[x265] [PATCH] search: made a function for null cost calculation in xEstimateResidualQT()
Steve Borho
steve at borho.org
Wed Nov 5 21:49:35 CET 2014
On 11/05, ashok at multicorewareinc.com wrote:
> # HG changeset patch
> # User Ashok Kumar Mishra<ashok at multicorewareinc.com>
> # Date 1415184822 -19800
> # Wed Nov 05 16:23:42 2014 +0530
> # Node ID 18344f74ded0e192bc7177a217e9112c9de31983
> # Parent 2a8f3d5820a6ebe0937ce73fa81154c263df2ae9
> search: made a function for null cost calculation in xEstimateResidualQT()

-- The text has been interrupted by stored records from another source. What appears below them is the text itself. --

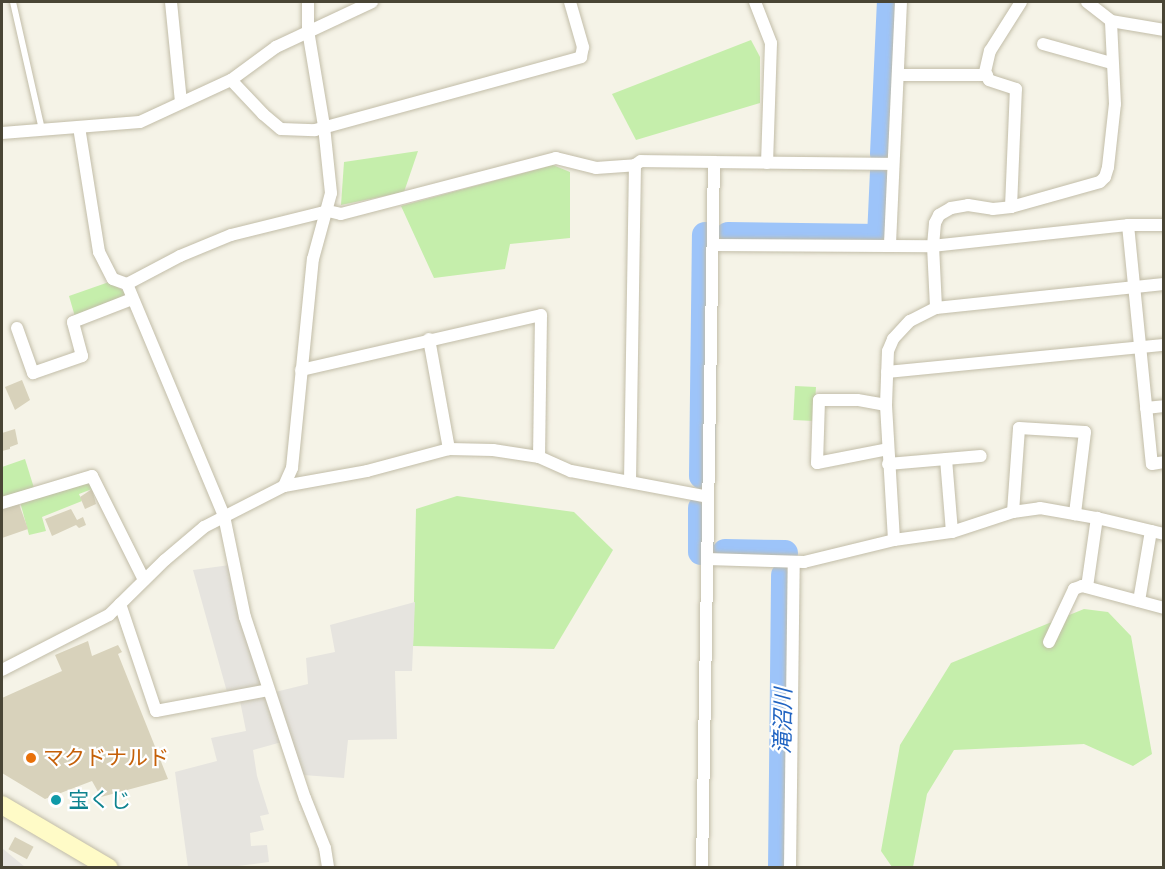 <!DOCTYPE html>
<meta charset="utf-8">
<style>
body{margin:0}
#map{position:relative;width:1165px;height:869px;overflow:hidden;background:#f5f3e7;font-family:"Archivo Narrow","Noto Sans JP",sans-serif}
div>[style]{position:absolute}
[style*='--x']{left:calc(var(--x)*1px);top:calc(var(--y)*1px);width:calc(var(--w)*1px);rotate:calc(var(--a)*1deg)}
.green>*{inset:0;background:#c5eeab;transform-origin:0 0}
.parking>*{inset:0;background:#e6e4df}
.river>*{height:26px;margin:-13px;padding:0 13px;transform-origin:13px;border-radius:13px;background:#9dc4f9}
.building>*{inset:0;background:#d8d2bb;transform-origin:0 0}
.roads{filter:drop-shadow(0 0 2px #c2bda8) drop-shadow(0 0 2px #c2bda8)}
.lane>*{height:6px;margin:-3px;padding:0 3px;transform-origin:3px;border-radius:3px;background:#fff}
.street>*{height:12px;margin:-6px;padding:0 6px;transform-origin:6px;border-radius:6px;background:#fff}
.secondary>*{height:18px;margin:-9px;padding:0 9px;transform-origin:9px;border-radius:9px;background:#fffbc7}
.dots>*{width:16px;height:16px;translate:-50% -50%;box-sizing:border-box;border:3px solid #fff;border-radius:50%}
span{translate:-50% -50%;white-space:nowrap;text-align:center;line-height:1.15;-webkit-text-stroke:4.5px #fff;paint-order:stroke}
.food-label{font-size:21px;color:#c56008}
.left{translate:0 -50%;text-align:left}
.culture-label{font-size:21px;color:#0d838f}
.water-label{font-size:22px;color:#2164c2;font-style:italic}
.frame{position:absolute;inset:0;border:3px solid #494535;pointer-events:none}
</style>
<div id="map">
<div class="green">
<i style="clip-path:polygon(751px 40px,760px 57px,760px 103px,636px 140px,612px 94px)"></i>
<i style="clip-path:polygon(418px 151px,404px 192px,341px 205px,344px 162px)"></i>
<i style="clip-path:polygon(553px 165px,570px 172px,570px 238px,510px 244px,505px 269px,434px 278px,401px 206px)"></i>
<i style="clip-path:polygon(109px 282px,132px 296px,76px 320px,69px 296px)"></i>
<i style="left:795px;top:386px;width:21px;height:34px;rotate:3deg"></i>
<i style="clip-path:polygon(25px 459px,34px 488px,7px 497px,2px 496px,2px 467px)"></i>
<i style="clip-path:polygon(88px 477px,92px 489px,79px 494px,82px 501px,42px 517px,46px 531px,29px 535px,19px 498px)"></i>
<i style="clip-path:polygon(457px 496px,574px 512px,613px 550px,554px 649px,413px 646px,416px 509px)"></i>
<i style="clip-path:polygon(1084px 609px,1108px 612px,1131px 636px,1152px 754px,1133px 766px,1084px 744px,954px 750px,927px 794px,913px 867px,892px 867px,881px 851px,900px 745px,951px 663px)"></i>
</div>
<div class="parking">
<i style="clip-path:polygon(230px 565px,233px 596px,267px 694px,308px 684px,306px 658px,335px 652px,330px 625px,415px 602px,412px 671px,395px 671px,397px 739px,348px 740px,344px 778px,303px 775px,289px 740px,253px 750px,257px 776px,269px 814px,260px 816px,264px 830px,250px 833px,251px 846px,267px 845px,269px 862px,230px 867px,188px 867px,175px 772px,217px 761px,211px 738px,246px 731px,238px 691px,227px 692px,193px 570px)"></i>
<i style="clip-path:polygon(2px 848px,25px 867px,2px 867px)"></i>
</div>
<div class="river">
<i style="--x:883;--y:154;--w:152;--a:-87.4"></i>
<i style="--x:728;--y:235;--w:152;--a:0.8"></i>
<i style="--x:880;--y:237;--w:65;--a:-87.4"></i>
<i style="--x:702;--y:476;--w:241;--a:-89.3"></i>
<i style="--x:701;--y:552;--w:44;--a:-90"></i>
<i style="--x:725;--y:552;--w:60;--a:1"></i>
<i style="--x:781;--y:868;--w:293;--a:-89.4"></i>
</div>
<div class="building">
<i style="clip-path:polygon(22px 380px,30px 400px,15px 410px,5px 387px)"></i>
<i style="clip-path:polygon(15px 429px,18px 444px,10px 447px,10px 449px,2px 451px,2px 433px)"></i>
<i style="clip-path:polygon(92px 489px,96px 504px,85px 509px,80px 497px)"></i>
<i style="clip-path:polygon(19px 504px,28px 529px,2px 538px,2px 509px)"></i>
<i style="clip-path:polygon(71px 509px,77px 520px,83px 517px,86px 525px,79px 528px,76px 525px,52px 536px,45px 519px)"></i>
<i style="clip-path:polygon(88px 641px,92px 656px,118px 645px,122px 652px,118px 654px,168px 779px,101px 797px,92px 781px,45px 799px,2px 773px,2px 698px,62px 671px,55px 655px)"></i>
<i style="left:15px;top:837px;width:21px;height:14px;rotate:28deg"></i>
</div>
<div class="roads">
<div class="lane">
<i style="--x:13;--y:2;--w:131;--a:77.2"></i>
</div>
<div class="street">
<i style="--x:171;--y:2;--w:101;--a:84.3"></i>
<i style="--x:755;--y:2;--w:44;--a:68.7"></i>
<i style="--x:771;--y:43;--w:120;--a:91.9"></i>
<i style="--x:1087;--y:2;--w:31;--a:38"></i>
<i style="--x:1111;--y:21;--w:54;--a:9.6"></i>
<i style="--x:1043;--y:44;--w:71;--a:15.6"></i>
<i style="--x:898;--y:75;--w:89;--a:0"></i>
<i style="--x:231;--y:80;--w:47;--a:46.7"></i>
<i style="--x:263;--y:114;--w:23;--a:40"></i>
<i style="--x:281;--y:129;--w:34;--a:2"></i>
<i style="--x:315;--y:130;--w:276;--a:-15.3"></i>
<i style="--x:581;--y:57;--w:10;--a:-79"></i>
<i style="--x:583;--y:47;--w:47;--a:-106.1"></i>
<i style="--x:79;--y:127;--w:127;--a:80.9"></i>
<i style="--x:99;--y:252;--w:30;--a:63"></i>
<i style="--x:113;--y:279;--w:15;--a:20"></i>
<i style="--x:127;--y:284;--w:251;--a:67.3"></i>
<i style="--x:224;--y:516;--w:103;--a:78.3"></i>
<i style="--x:245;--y:617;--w:191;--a:71.7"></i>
<i style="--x:305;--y:798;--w:54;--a:68.2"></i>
<i style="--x:325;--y:848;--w:20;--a:81"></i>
<i style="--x:2;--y:133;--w:138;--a:-4.6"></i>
<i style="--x:140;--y:122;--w:100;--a:-24.8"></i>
<i style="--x:231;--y:80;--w:56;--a:-36.3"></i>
<i style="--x:276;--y:47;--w:106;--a:-25.1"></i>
<i style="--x:1011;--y:207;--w:118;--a:-87.6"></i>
<i style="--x:1016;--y:89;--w:28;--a:-162"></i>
<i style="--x:989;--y:80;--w:9;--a:-117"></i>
<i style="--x:985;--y:72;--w:22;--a:-77"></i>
<i style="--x:990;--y:51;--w:58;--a:-57.7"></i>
<i style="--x:1128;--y:225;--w:240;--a:84.3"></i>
<i style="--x:1152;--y:464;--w:12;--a:-9"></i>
<i style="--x:1164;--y:225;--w:36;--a:180"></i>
<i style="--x:1128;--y:225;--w:196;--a:173.9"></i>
<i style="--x:933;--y:246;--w:62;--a:87.2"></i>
<i style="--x:936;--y:308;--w:229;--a:-6"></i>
<i style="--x:890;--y:244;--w:242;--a:-87.4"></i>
<i style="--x:713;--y:245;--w:220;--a:0.3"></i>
<i style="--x:933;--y:246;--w:23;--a:-85"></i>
<i style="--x:935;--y:223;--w:9;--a:-63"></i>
<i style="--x:939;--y:215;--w:14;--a:-30"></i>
<i style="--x:951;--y:208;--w:17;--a:-10"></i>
<i style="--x:968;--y:205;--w:25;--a:9"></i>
<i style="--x:993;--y:209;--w:18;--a:-6"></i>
<i style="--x:1011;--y:207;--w:92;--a:-15.7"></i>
<i style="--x:1100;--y:182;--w:7;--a:-45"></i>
<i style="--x:1105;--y:177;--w:10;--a:-73"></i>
<i style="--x:1108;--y:167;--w:63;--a:-83.7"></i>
<i style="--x:1115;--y:104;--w:83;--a:-92.8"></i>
<i style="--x:127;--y:284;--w:60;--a:-27.8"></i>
<i style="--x:180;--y:256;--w:55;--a:-22.4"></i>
<i style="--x:231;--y:235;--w:100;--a:-13.9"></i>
<i style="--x:328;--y:211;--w:13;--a:13"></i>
<i style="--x:341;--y:214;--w:222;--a:-14.6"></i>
<i style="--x:556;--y:158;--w:41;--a:14"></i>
<i style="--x:596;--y:168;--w:39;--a:-4"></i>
<i style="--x:17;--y:328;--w:48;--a:70.4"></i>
<i style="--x:33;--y:373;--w:52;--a:-19.1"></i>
<i style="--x:82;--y:356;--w:35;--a:-105"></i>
<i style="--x:73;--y:322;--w:63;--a:-21.3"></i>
<i style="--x:429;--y:339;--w:112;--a:79.7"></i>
<i style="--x:301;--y:370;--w:246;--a:-12.9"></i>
<i style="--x:541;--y:315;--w:142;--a:90.8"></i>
<i style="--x:887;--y:372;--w:278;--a:-5.6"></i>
<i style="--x:886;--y:405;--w:29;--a:-170"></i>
<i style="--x:857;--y:400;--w:38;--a:180"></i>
<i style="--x:819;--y:400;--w:63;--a:91.8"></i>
<i style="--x:817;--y:463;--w:72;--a:-11.2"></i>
<i style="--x:1146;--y:408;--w:18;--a:-6"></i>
<i style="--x:946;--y:459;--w:73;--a:85.3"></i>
<i style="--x:888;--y:464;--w:93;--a:-4.9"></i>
<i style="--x:630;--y:482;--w:317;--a:-89.1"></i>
<i style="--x:635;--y:165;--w:7;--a:-34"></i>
<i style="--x:641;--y:161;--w:73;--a:0.8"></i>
<i style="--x:284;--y:486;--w:20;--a:-66"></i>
<i style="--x:292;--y:468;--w:210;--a:-84.3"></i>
<i style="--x:313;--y:259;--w:68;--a:-74.7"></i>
<i style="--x:331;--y:193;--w:67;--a:-96"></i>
<i style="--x:324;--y:126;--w:97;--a:-99.5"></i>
<i style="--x:308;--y:30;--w:28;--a:-90"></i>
<i style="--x:2;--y:503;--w:94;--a:-16.7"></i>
<i style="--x:92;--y:476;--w:116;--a:63.4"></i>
<i style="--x:1013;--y:512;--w:84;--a:-85.9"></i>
<i style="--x:1019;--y:428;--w:66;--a:3.5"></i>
<i style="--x:1085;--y:432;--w:83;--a:97"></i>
<i style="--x:894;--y:540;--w:135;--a:-93.4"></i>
<i style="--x:886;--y:405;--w:54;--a:-87.9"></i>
<i style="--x:888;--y:351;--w:13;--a:-67"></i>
<i style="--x:893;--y:339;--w:25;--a:-47"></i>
<i style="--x:910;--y:321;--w:29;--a:-27"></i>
<i style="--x:707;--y:559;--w:97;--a:1.8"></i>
<i style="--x:804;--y:562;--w:93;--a:-13.7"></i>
<i style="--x:894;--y:540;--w:59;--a:-7.9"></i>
<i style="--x:952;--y:532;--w:64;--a:-18.2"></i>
<i style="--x:1013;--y:512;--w:27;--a:-8"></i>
<i style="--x:1040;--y:508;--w:58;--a:10"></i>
<i style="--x:1097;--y:518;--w:69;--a:13.4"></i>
<i style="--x:1087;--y:587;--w:70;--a:-81.8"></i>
<i style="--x:1139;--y:601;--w:71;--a:-80.3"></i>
<i style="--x:120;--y:604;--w:113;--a:71.4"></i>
<i style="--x:156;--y:711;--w:114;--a:-10.6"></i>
<i style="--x:1049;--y:642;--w:59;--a:-64.7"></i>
<i style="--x:1074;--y:589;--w:9;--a:-21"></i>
<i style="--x:1082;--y:586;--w:85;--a:15"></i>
<i style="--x:2;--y:670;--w:120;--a:-27.2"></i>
<i style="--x:109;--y:615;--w:78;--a:-44.5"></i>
<i style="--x:165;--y:560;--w:51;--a:-40.2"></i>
<i style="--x:204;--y:527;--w:90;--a:-27.1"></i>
<i style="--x:284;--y:486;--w:84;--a:-10.2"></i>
<i style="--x:367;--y:471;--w:85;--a:-15"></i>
<i style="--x:449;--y:449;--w:44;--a:1.3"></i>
<i style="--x:493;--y:450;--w:47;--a:8.7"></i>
<i style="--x:539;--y:457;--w:35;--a:24"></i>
<i style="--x:571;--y:471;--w:139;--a:10.7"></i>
<i style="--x:702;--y:868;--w:706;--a:-89.03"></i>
<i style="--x:714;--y:162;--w:179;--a:0.6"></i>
<i style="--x:790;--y:868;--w:306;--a:-89.3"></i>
</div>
<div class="secondary">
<i style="--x:2;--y:805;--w:124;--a:30.5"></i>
</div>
</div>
<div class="dots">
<i style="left:31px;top:758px;background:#e8710a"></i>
<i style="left:56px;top:800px;background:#0f9aa8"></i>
</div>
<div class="food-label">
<span class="left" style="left:43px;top:758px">マクドナルド</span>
</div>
<div class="culture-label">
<span class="left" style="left:68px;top:800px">宝くじ</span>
</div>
<div class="water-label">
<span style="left:783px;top:721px;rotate:-89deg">滝沼川</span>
</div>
<div class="frame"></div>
</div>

this patch changes outputs quite a bit, and unambiguously for the
better. it seems there was a bug that was fixed by this.
parkjoy medium preset before:
(2.55 fps), 16644.94 kb/s, SSIM Mean Y: 0.8785235 ( 9.155 dB)
after:
(2.52 fps), 16425.97 kb/s, SSIM Mean Y: 0.8801361 ( 9.213 dB)
This needs to be understood; there's a good chance that there are
similar bugs still lurking in this key function.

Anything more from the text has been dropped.